Mario Galindo

Personal information
- Full name: Mario Enrique Galindo Calisto
- Date of birth: August 10, 1951 (age 74)
- Place of birth: Punta Arenas, Chile
- Height: 1.72 m (5 ft 7+1⁄2 in)
- Position: Right-back

Youth career
- CD Magallanes
- Colo-Colo

Senior career*
- Years: Team / Apps / (Gls)
- 1971–1976: Colo Colo / 120 / (8)
- 1976–1977: Everton / 29 / (0)
- 1977–1983: Colo Colo / 89 / (3)
- 1983–1984: Santiago Wanderers / 24 / (0)
- 1984–1985: Colo Colo / 19 / (1)
- Total:  / 281 / (12)

International career
- 1972–1982: Chile / 29 / (0)

= Mario Galindo =

Chilean footballer (born 1951)

Mario Enrique Galindo Calisto (born 10 August 1951 in Punta Arenas) is a Chilean former footballer who played as a right-back.

==Career==
During his playing career, Galindo played at the club level for Colo Colo.

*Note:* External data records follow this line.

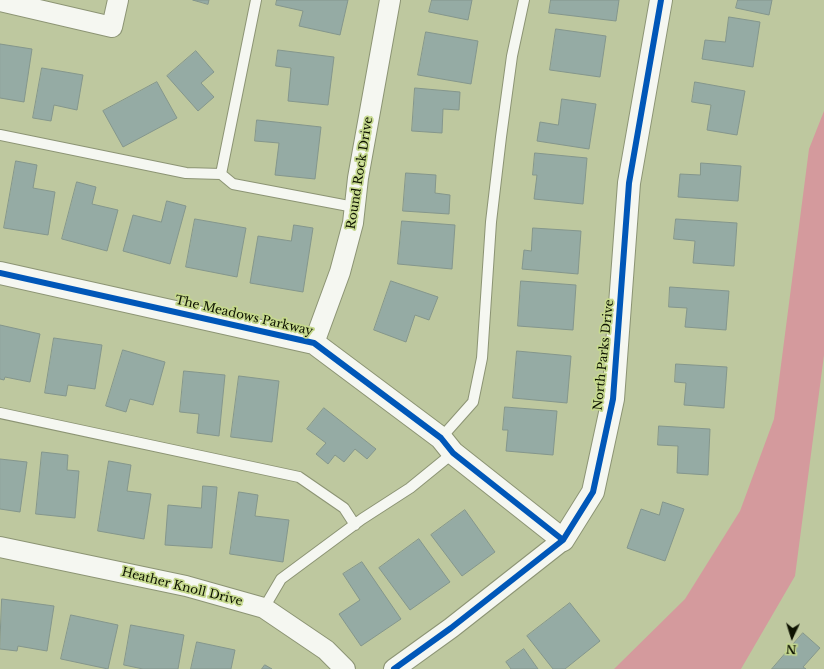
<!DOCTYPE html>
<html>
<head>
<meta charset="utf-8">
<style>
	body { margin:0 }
	#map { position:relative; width:824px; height:669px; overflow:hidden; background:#bec89f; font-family:"Libre Baskerville",serif }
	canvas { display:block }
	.north { position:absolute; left:772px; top:617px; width:40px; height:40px; -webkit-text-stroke:3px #c6d98e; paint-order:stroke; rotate:184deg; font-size:11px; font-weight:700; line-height:16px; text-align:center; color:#0d1200 }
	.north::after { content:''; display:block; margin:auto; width:14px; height:18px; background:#0d1200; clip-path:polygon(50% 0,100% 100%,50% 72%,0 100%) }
</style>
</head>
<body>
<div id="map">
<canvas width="824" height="669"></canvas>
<div class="north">N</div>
</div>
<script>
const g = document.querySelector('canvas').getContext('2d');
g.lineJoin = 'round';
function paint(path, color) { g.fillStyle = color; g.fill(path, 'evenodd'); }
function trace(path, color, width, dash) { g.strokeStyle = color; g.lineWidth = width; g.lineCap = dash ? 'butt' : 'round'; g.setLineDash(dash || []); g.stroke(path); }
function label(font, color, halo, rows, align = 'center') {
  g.font = font + ' "Libre Baskerville",serif'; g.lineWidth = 3.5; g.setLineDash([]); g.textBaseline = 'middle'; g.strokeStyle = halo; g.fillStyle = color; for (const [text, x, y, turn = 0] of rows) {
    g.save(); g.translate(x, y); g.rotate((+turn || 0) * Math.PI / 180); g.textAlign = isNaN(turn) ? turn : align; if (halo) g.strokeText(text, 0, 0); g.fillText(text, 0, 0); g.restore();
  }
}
paint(new Path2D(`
	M 824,111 L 824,355 L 795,576 L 741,669 L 614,669 L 685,599 L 740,511 L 774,419 L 809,149 Z`), '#d49a9d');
const building = new Path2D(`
	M 193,0 L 209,0 L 208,4 Z
	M 277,0 L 348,0 L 340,35 L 299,26 L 303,11 L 276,5 Z
	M 432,0 L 472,0 L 468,20 L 429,12 Z
	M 551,0 L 619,0 L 616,21 L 549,13 Z
	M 738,0 L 772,0 L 769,15 L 736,8 Z
	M 729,17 L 760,22 L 753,67 L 702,59 L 705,40 L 725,42 Z
	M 556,29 L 606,36 L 600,77 L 550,70 Z
	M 426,32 L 478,41 L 471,84 L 418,75 Z
	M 0,44 L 32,49 L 24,102 L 0,98 Z
	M 278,50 L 334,57 L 328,105 L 288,101 L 291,68 L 276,66 Z
	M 196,51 L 214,72 L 201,83 L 214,97 L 198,111 L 167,76 Z
	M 42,68 L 83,75 L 77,110 L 54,105 L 51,121 L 33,118 Z
	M 157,82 L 177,118 L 123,147 L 103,111 Z
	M 695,82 L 745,91 L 737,135 L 707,130 L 711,105 L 692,102 Z
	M 415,88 L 460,92 L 459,110 L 443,109 L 442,133 L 412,131 Z
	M 562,99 L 596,104 L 589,149 L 537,141 L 540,122 L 558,125 Z
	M 257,120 L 321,127 L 315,179 L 275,175 L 279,143 L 255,141 Z
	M 535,153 L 587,158 L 583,204 L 534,199 L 537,175 L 533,175 Z
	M 16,161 L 37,165 L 33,188 L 55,192 L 48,235 L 4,228 Z
	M 701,163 L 741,166 L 738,201 L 678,197 L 680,174 L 700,175 Z
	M 406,173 L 436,175 L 435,193 L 450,195 L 449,214 L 403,211 Z
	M 77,182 L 96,187 L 92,204 L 118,210 L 107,251 L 62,239 Z
	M 167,201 L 186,206 L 170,264 L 123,251 L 133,215 L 161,222 Z
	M 195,219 L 246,228 L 237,277 L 186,267 Z
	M 676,219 L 737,223 L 734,266 L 693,263 L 695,241 L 674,239 Z
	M 402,221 L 455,225 L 452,269 L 398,264 Z
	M 294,225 L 313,228 L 303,292 L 250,283 L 258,236 L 291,241 Z
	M 533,228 L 581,231 L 578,274 L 522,269 L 524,250 L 531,251 Z
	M 391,281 L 438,297 L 429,320 L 415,315 L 406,342 L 374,330 Z
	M 521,281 L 576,285 L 573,330 L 518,326 Z
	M 670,287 L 729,291 L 726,330 L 685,327 L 687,308 L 669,307 Z
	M 0,325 L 40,334 L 30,382 L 5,377 L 4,380 L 0,379 Z
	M 54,338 L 102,345 L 95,389 L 68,385 L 66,396 L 45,393 Z
	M 123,350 L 165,362 L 153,405 L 130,399 L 126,412 L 106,406 Z
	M 517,351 L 571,356 L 567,403 L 513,398 Z
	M 676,364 L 727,367 L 724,408 L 684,405 L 686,383 L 675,382 Z
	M 184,371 L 225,375 L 219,436 L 197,433 L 199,414 L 180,412 Z
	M 239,376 L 279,381 L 272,442 L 231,437 Z
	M 505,407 L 557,411 L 553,455 L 506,451 L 508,430 L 503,430 Z
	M 324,408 L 376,449 L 367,459 L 355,449 L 344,462 L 335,455 L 328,464 L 316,454 L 326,443 L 307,429 Z
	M 659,426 L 710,429 L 708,475 L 677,473 L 678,446 L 658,445 Z
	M 42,452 L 68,455 L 67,470 L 79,471 L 75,518 L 36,514 Z
	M 0,459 L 27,462 L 20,512 L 0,509 Z
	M 109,461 L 131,465 L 127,491 L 151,494 L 144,539 L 98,531 Z
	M 203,486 L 217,487 L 212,548 L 165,545 L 168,505 L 201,508 Z
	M 239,492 L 258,495 L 255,516 L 289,520 L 283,562 L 230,554 Z
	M 663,502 L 684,509 L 665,561 L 627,548 L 641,509 L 659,515 Z
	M 465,510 L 495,552 L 462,576 L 431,535 Z
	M 419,539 L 450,582 L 410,610 L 379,568 Z
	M 362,562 L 401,619 L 361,646 L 339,614 L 360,600 L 343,574 Z
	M 2,599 L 54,606 L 47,651 L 18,646 L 17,651 L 0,649 Z
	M 570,603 L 600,641 L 565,669 L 553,669 L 527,636 Z
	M 71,615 L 118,625 L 108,669 L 61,659 Z
	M 131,625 L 184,635 L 178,669 L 143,669 L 124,665 Z
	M 803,633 L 820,648 L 803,667 L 806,669 L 772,669 Z
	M 197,642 L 235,650 L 231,669 L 191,669 Z
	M 524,649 L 538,669 L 511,669 L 506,662 Z
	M 265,665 L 272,669 L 262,669 Z`);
paint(building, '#95aba4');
trace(building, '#84968c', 1);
const lane = new Path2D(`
	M 0,135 L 186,173 L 221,174 L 256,0
	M 221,174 L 233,184 L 354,207
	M 0,413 L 299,477 L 344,508 L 355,525
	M 441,438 L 473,402 L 482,358 L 491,222 L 501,137 L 512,56 L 524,0
	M 264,608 L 281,579 L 362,519 L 410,488 L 453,453`);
const street = new Path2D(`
	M 0,1 L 112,27 L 118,0
	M 314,343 L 340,272 L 353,223 L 358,178 L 390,0
	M 0,547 L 186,586 L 264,608 L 326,650 L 345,669
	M 394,669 L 451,628 L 563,540`);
const secondary = new Path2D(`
	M 0,273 L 314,343 L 441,438 L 453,453 L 563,540 L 593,492 L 613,399 L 629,183 L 661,0`);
trace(lane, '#8c9474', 12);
trace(street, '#8c9474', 22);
trace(secondary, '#8c9474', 24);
trace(lane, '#f5f7f1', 10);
trace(street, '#f5f7f1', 20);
trace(secondary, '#f5f7f1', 22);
trace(new Path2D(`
	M 0,273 L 314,343 L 441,438 L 453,453 L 563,540
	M 394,669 L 451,628 L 563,540 L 593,492 L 613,399 L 629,183 L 661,0`), '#0057b8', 6);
label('12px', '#0d1200', '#c6d98e', [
	["Round Rock Drive",360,173,-81],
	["The Meadows Parkway",244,316,13],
	["North Parks Drive",604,355,-84],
	["Heather Knoll Drive",182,587,14]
]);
</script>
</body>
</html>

He also represented the Chile national football team in the 1974 FIFA World Cup and the 1982 FIFA World Cup.

==Personal life==
His father, Daniel, was a football forward nicknamed Mula (Mule) who played for Club Deportivo Victoria from Punta Arenas in the 1930s and 1940s.